Please find all lines containing "above" in the listing below and copy them.

» **SUPPLIED MATERIAL**
+++++
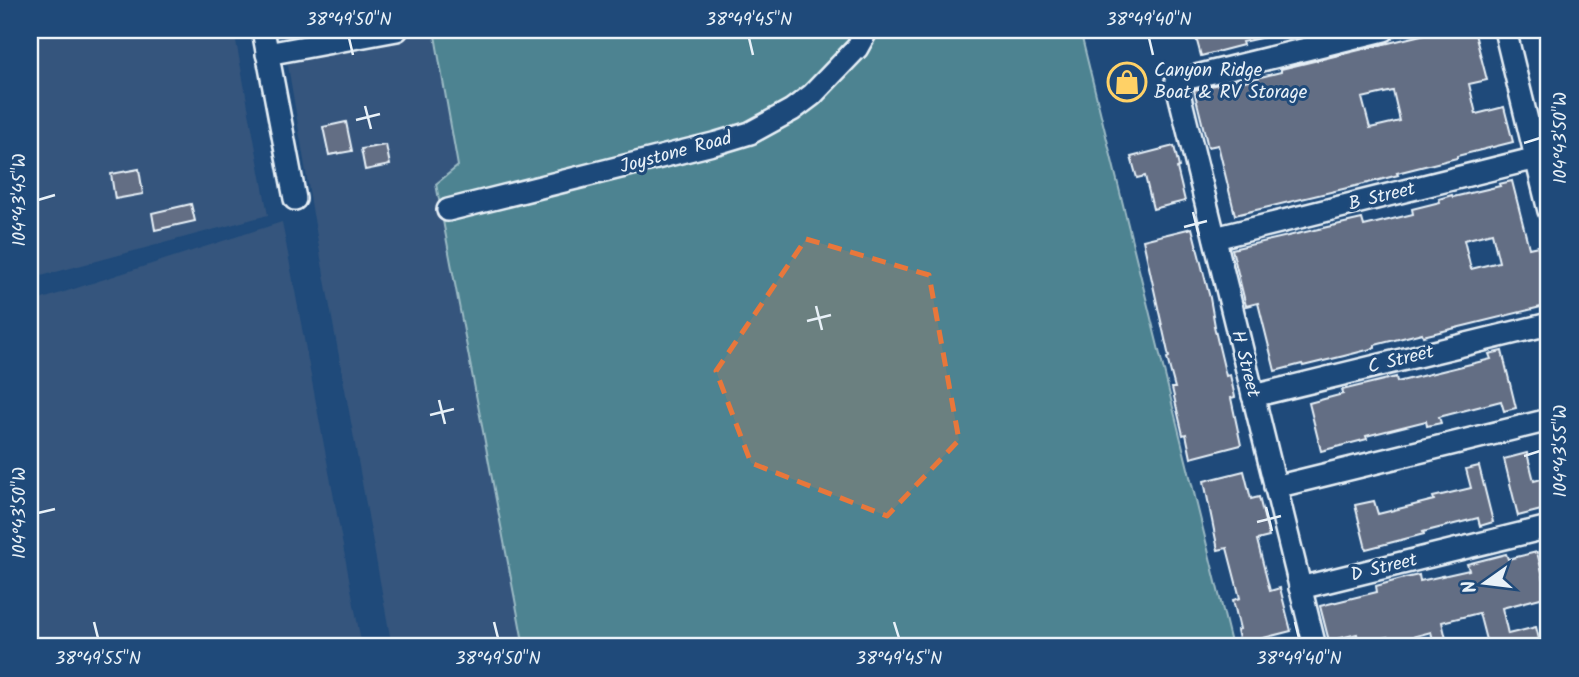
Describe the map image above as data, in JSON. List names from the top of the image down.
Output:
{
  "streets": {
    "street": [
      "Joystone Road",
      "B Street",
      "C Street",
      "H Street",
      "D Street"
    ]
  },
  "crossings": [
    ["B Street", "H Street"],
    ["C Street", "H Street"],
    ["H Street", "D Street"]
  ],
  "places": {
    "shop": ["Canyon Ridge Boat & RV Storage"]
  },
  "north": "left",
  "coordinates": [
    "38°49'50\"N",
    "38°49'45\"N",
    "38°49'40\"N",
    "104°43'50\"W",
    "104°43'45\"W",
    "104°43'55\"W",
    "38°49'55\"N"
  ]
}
+++++
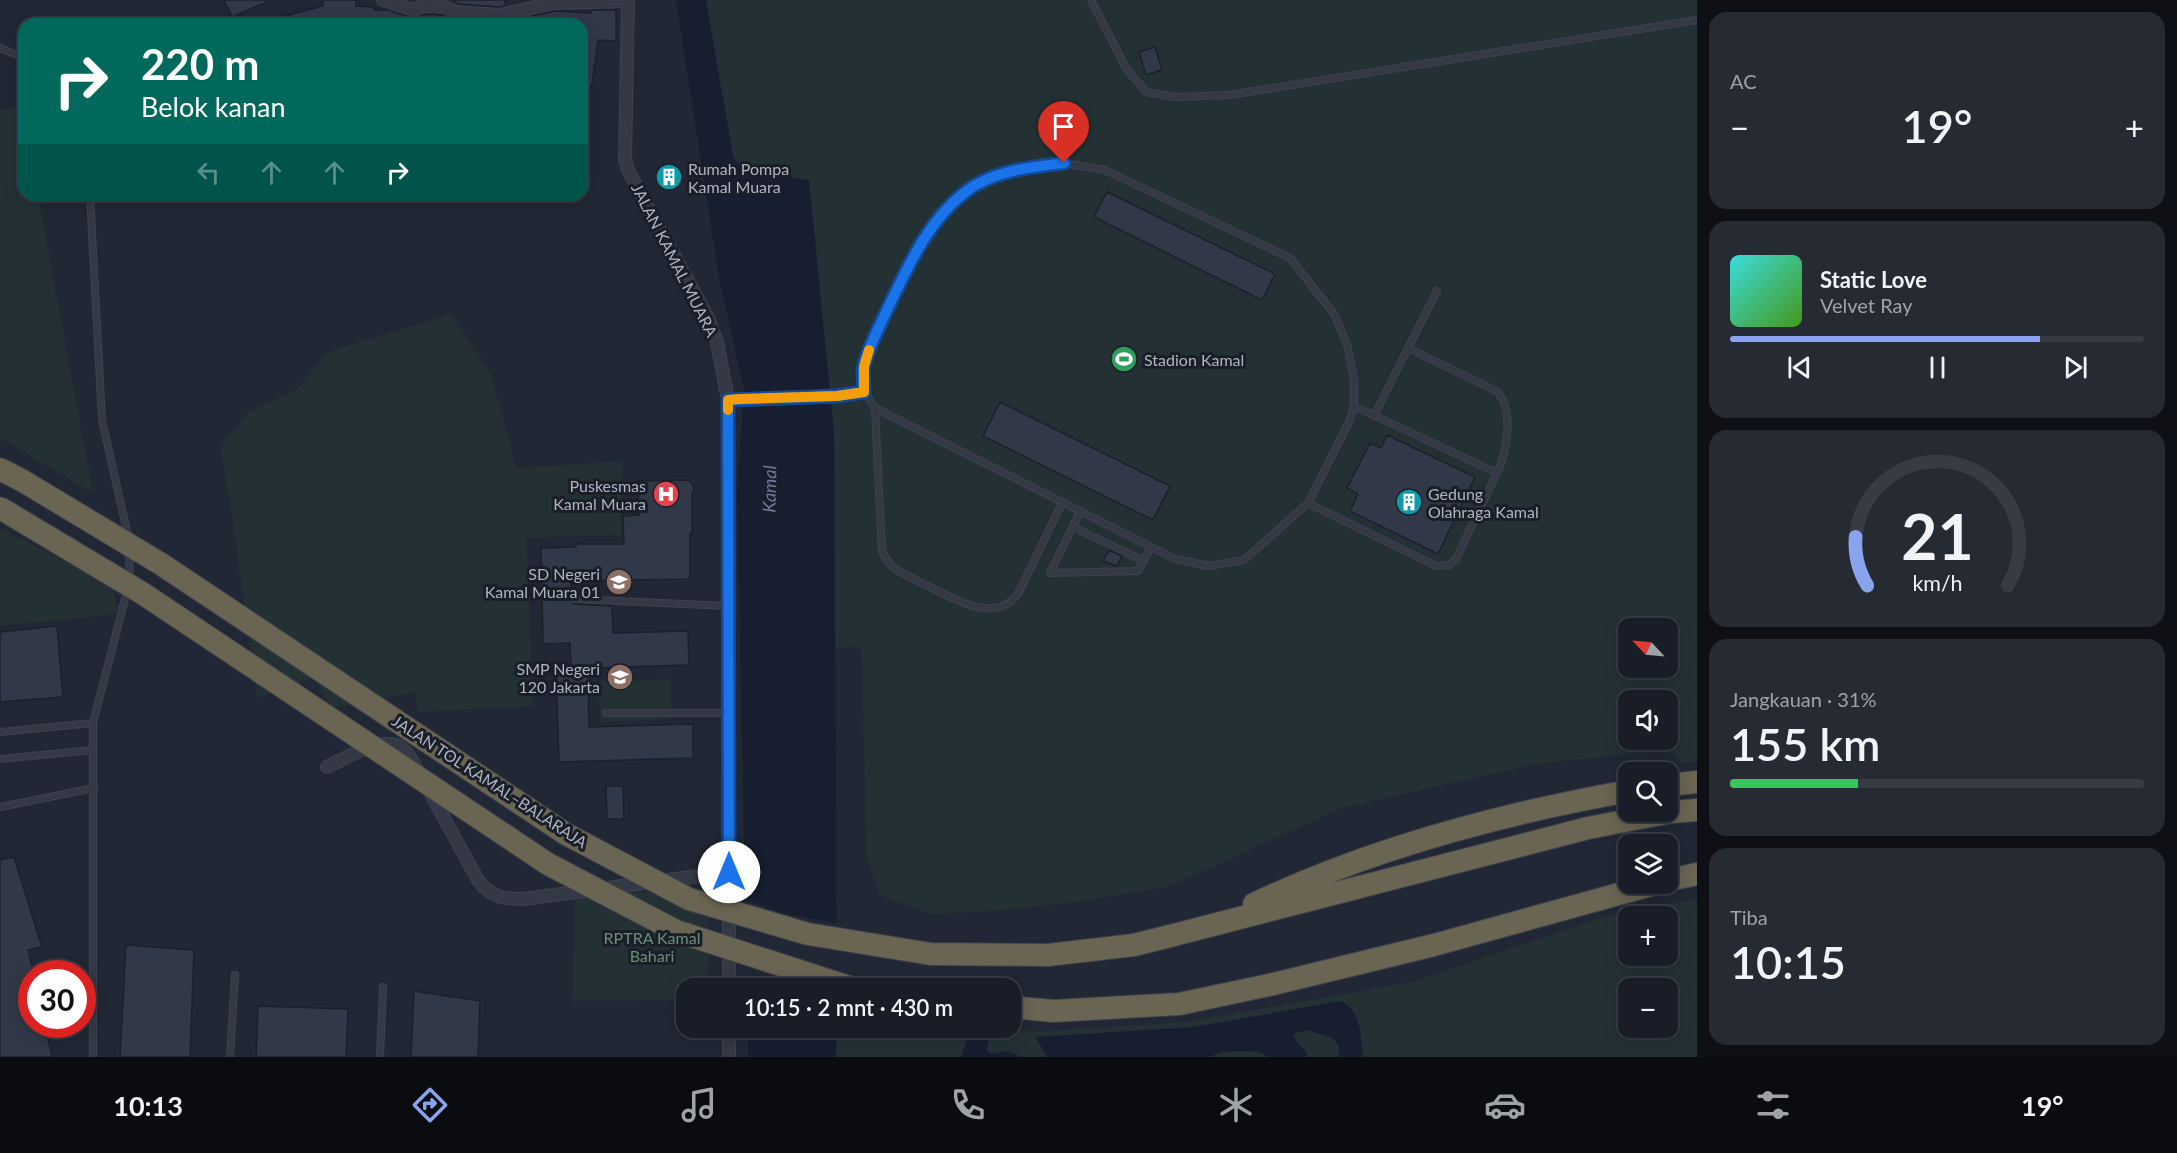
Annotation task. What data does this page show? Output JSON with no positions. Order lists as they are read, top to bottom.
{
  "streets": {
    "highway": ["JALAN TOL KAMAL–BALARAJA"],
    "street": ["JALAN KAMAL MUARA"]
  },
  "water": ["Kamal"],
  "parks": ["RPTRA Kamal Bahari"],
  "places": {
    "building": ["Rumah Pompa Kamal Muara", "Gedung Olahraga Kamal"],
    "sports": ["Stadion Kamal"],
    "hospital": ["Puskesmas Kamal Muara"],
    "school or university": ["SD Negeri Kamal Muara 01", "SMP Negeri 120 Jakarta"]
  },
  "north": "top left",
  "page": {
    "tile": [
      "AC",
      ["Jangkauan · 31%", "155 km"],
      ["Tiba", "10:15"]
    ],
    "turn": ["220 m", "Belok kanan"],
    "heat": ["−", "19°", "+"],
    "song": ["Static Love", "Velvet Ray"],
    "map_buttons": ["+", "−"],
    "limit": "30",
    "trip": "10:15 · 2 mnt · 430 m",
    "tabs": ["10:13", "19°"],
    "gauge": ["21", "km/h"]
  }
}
+++++
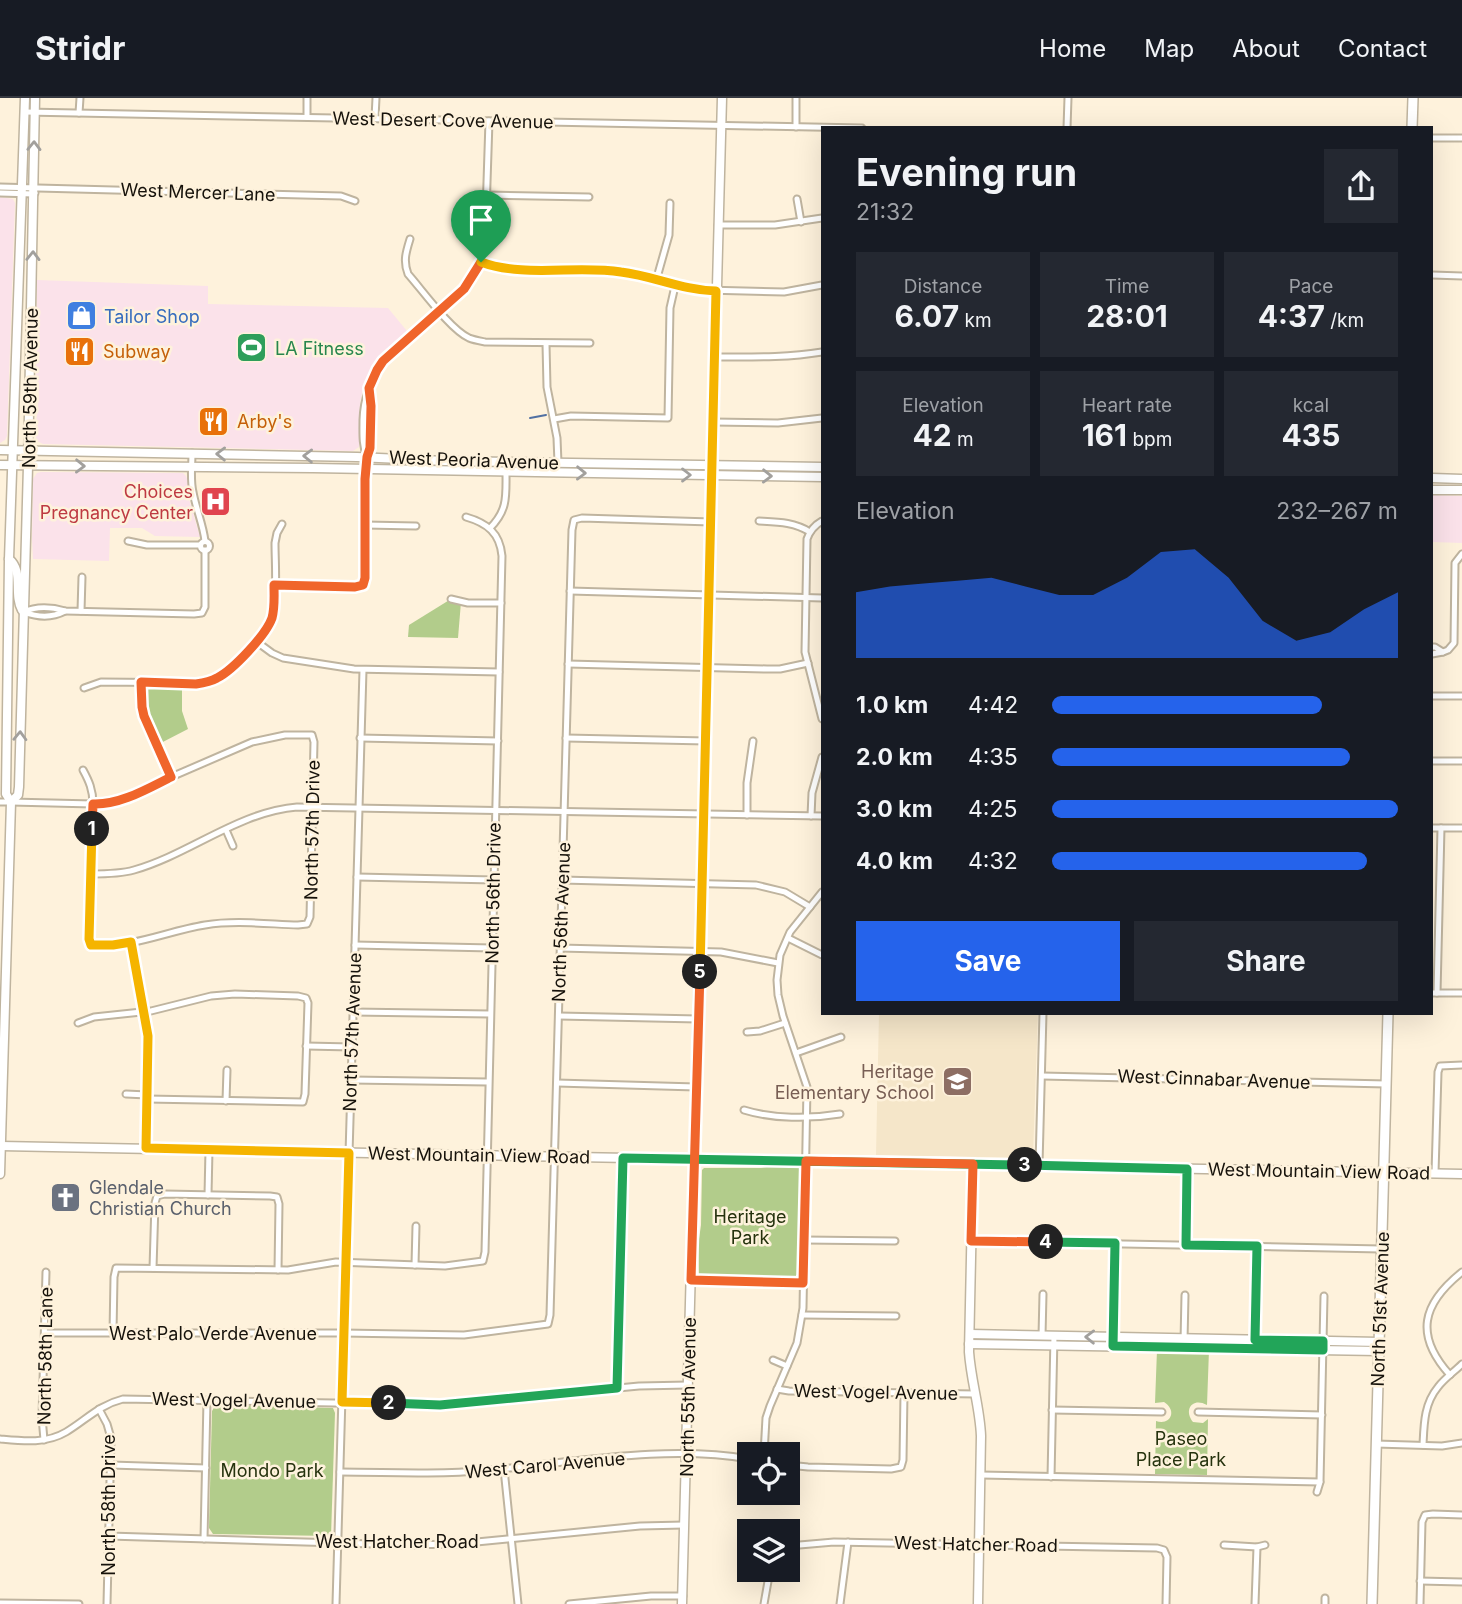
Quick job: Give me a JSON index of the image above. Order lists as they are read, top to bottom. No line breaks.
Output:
+++++
» **THE COMPLETED TASK**
Describe the map image above as data, in JSON. List names from the top of the image down.
Quick job: Give me a JSON index of the image above. Order lists as they are read, top to bottom. No line breaks.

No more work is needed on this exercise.